Saved data entries:

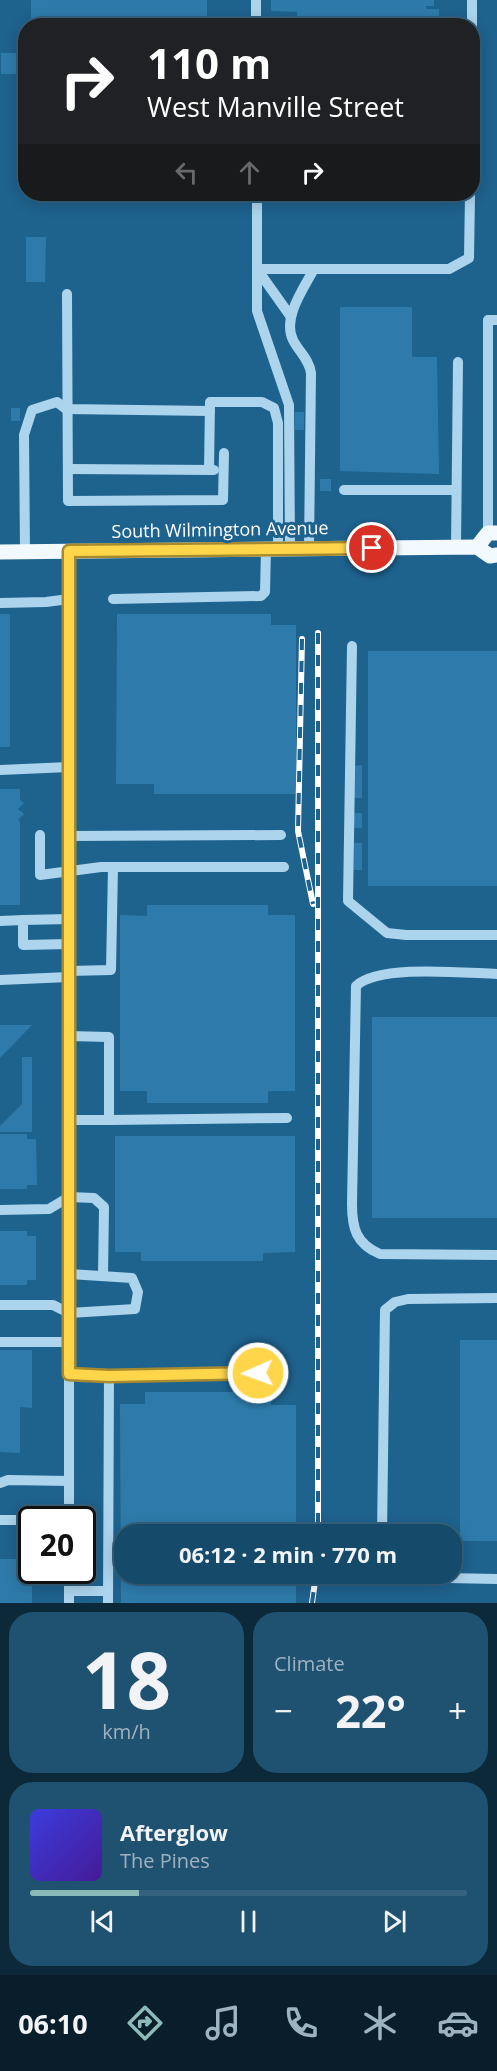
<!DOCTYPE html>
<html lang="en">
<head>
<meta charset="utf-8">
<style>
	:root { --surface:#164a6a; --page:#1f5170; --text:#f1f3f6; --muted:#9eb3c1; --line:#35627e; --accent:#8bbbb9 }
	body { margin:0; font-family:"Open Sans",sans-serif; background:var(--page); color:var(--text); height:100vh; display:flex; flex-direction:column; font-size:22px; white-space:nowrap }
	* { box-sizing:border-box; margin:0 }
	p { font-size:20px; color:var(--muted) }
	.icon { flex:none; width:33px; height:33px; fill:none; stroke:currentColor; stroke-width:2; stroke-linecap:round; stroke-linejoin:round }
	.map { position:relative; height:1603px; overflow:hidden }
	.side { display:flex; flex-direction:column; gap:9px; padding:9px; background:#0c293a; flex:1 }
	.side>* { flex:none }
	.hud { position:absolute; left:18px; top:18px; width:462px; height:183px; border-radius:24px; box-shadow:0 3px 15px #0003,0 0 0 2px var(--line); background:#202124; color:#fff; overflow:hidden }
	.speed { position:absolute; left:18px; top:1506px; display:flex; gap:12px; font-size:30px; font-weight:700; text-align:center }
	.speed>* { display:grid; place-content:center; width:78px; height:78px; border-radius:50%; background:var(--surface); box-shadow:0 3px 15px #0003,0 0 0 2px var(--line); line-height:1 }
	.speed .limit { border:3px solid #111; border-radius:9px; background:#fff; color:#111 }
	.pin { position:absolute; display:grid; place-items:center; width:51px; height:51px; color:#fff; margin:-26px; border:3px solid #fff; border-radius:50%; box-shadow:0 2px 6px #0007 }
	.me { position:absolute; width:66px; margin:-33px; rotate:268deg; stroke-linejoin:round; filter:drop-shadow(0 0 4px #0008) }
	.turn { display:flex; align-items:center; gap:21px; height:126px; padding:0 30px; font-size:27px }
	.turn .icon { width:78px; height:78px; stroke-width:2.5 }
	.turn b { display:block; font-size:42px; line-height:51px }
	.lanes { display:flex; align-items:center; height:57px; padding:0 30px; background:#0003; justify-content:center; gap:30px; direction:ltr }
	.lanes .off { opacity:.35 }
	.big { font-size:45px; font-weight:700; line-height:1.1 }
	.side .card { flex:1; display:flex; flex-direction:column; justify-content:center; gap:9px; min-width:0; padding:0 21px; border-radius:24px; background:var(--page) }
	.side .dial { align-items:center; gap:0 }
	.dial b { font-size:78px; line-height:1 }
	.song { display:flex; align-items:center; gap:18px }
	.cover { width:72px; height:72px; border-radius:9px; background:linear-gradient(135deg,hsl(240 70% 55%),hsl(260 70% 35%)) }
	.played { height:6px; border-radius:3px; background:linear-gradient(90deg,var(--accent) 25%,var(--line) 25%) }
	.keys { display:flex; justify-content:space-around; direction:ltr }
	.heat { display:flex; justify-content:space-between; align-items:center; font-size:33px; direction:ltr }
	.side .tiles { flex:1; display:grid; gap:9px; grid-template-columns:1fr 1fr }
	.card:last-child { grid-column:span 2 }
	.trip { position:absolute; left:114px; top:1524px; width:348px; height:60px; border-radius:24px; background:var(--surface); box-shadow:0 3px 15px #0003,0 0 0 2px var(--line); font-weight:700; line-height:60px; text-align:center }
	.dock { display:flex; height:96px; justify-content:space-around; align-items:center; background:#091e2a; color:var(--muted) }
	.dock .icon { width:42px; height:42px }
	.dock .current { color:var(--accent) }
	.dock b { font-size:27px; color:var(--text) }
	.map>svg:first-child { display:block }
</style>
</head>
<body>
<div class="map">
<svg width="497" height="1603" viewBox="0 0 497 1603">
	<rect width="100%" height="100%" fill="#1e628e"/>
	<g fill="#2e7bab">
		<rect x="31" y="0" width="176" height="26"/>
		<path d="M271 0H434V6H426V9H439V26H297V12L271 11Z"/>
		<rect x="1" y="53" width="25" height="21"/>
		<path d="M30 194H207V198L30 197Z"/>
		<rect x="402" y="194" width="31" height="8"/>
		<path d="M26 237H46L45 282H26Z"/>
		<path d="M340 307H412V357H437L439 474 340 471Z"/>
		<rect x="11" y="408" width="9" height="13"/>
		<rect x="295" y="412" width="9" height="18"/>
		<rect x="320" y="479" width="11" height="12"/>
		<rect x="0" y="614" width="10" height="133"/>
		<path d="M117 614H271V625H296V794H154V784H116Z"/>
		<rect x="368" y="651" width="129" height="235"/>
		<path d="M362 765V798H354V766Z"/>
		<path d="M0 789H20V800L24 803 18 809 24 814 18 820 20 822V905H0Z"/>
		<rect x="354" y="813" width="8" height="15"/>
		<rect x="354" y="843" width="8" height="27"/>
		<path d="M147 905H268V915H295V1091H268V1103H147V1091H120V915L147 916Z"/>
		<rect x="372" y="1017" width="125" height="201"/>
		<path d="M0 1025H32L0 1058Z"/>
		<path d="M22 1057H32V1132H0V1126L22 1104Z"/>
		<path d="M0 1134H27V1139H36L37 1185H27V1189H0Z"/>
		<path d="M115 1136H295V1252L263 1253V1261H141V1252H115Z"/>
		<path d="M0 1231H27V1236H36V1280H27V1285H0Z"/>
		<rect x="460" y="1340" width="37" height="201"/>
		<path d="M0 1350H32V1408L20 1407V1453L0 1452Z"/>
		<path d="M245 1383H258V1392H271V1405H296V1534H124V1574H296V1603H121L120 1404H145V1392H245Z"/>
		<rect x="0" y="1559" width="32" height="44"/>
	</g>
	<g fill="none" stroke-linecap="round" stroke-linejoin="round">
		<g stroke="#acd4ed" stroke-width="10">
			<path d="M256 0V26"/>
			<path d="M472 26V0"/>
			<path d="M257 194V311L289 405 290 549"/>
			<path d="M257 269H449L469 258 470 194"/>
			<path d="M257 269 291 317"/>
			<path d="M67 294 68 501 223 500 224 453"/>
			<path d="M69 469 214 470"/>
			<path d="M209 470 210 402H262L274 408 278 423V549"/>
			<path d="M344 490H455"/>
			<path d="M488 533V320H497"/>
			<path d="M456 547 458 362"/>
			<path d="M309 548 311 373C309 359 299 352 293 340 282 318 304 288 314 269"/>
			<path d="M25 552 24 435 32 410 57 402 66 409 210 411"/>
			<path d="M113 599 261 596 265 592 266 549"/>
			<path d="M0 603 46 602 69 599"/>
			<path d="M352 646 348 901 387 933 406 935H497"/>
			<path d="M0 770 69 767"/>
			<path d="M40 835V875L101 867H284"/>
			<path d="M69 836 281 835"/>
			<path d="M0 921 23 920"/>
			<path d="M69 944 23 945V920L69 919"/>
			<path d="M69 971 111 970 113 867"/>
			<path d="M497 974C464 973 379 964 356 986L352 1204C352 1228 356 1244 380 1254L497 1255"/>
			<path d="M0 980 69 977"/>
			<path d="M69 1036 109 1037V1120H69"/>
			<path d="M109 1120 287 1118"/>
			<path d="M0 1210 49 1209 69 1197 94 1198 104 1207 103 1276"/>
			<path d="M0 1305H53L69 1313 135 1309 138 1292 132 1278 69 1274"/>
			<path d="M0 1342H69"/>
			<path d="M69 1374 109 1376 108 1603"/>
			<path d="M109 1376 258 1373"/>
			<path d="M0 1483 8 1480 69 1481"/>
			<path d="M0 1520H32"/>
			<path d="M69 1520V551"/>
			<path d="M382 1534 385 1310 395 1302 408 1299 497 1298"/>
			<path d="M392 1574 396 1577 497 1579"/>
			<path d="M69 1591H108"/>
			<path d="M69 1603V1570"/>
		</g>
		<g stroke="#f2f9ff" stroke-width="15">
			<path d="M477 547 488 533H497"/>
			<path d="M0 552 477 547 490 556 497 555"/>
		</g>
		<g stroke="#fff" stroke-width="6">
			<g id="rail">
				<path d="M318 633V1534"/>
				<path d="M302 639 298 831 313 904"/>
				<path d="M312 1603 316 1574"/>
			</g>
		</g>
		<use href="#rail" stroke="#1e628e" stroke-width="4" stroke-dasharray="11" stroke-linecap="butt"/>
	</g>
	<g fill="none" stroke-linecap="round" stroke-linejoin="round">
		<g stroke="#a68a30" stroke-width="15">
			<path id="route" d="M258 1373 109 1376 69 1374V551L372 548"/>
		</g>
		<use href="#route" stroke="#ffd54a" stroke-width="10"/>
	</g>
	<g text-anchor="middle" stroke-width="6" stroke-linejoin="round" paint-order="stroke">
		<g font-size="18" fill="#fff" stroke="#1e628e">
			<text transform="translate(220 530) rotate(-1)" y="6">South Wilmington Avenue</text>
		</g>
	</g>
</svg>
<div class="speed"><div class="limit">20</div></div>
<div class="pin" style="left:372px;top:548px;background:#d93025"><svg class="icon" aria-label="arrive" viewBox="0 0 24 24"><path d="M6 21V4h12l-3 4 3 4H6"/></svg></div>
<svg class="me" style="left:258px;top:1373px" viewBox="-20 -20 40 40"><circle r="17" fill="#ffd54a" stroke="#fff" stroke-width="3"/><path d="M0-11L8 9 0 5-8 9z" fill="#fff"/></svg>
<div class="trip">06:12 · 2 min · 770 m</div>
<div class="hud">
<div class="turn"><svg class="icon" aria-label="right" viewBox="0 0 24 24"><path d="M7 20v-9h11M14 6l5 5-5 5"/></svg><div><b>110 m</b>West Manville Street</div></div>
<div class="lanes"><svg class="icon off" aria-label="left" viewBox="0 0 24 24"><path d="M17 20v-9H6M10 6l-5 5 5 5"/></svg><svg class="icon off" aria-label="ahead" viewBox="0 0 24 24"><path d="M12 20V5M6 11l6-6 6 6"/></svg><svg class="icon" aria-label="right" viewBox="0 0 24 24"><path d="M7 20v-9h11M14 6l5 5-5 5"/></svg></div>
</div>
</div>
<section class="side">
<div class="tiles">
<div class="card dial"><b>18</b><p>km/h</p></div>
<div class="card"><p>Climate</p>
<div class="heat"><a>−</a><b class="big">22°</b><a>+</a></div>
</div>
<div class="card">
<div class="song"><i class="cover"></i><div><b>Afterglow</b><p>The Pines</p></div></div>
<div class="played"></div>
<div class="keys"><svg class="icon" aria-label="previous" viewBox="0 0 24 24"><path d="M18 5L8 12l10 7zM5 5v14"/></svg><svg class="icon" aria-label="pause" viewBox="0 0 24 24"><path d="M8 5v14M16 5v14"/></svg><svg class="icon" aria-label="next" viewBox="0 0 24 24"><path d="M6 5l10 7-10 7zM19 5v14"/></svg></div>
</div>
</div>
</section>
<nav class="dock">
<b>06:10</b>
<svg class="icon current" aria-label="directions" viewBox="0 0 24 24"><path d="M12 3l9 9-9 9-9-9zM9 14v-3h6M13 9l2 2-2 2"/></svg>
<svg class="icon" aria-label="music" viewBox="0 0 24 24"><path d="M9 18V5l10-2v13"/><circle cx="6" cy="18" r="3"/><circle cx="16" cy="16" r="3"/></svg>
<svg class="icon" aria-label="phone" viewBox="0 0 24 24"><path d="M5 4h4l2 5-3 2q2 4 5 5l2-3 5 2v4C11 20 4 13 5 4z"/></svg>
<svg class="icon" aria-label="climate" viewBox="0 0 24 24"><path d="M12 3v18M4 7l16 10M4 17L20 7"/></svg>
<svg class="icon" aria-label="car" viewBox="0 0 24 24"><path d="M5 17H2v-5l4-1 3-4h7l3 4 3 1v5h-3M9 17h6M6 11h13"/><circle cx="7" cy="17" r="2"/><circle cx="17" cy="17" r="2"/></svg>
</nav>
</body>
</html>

Task requirements: Your answer must be an exact copy of the lines from the start of the entries through the line with "display:block; font-size:42px; line-height:51px", with no pictures.

Solution for this task:
<!DOCTYPE html>
<html lang="en">
<head>
<meta charset="utf-8">
<style>
	:root { --surface:#164a6a; --page:#1f5170; --text:#f1f3f6; --muted:#9eb3c1; --line:#35627e; --accent:#8bbbb9 }
	body { margin:0; font-family:"Open Sans",sans-serif; background:var(--page); color:var(--text); height:100vh; display:flex; flex-direction:column; font-size:22px; white-space:nowrap }
	* { box-sizing:border-box; margin:0 }
	p { font-size:20px; color:var(--muted) }
	.icon { flex:none; width:33px; height:33px; fill:none; stroke:currentColor; stroke-width:2; stroke-linecap:round; stroke-linejoin:round }
	.map { position:relative; height:1603px; overflow:hidden }
	.side { display:flex; flex-direction:column; gap:9px; padding:9px; background:#0c293a; flex:1 }
	.side>* { flex:none }
	.hud { position:absolute; left:18px; top:18px; width:462px; height:183px; border-radius:24px; box-shadow:0 3px 15px #0003,0 0 0 2px var(--line); background:#202124; color:#fff; overflow:hidden }
	.speed { position:absolute; left:18px; top:1506px; display:flex; gap:12px; font-size:30px; font-weight:700; text-align:center }
	.speed>* { display:grid; place-content:center; width:78px; height:78px; border-radius:50%; background:var(--surface); box-shadow:0 3px 15px #0003,0 0 0 2px var(--line); line-height:1 }
	.speed .limit { border:3px solid #111; border-radius:9px; background:#fff; color:#111 }
	.pin { position:absolute; display:grid; place-items:center; width:51px; height:51px; color:#fff; margin:-26px; border:3px solid #fff; border-radius:50%; box-shadow:0 2px 6px #0007 }
	.me { position:absolute; width:66px; margin:-33px; rotate:268deg; stroke-linejoin:round; filter:drop-shadow(0 0 4px #0008) }
	.turn { display:flex; align-items:center; gap:21px; height:126px; padding:0 30px; font-size:27px }
	.turn .icon { width:78px; height:78px; stroke-width:2.5 }
	.turn b { display:block; font-size:42px; line-height:51px }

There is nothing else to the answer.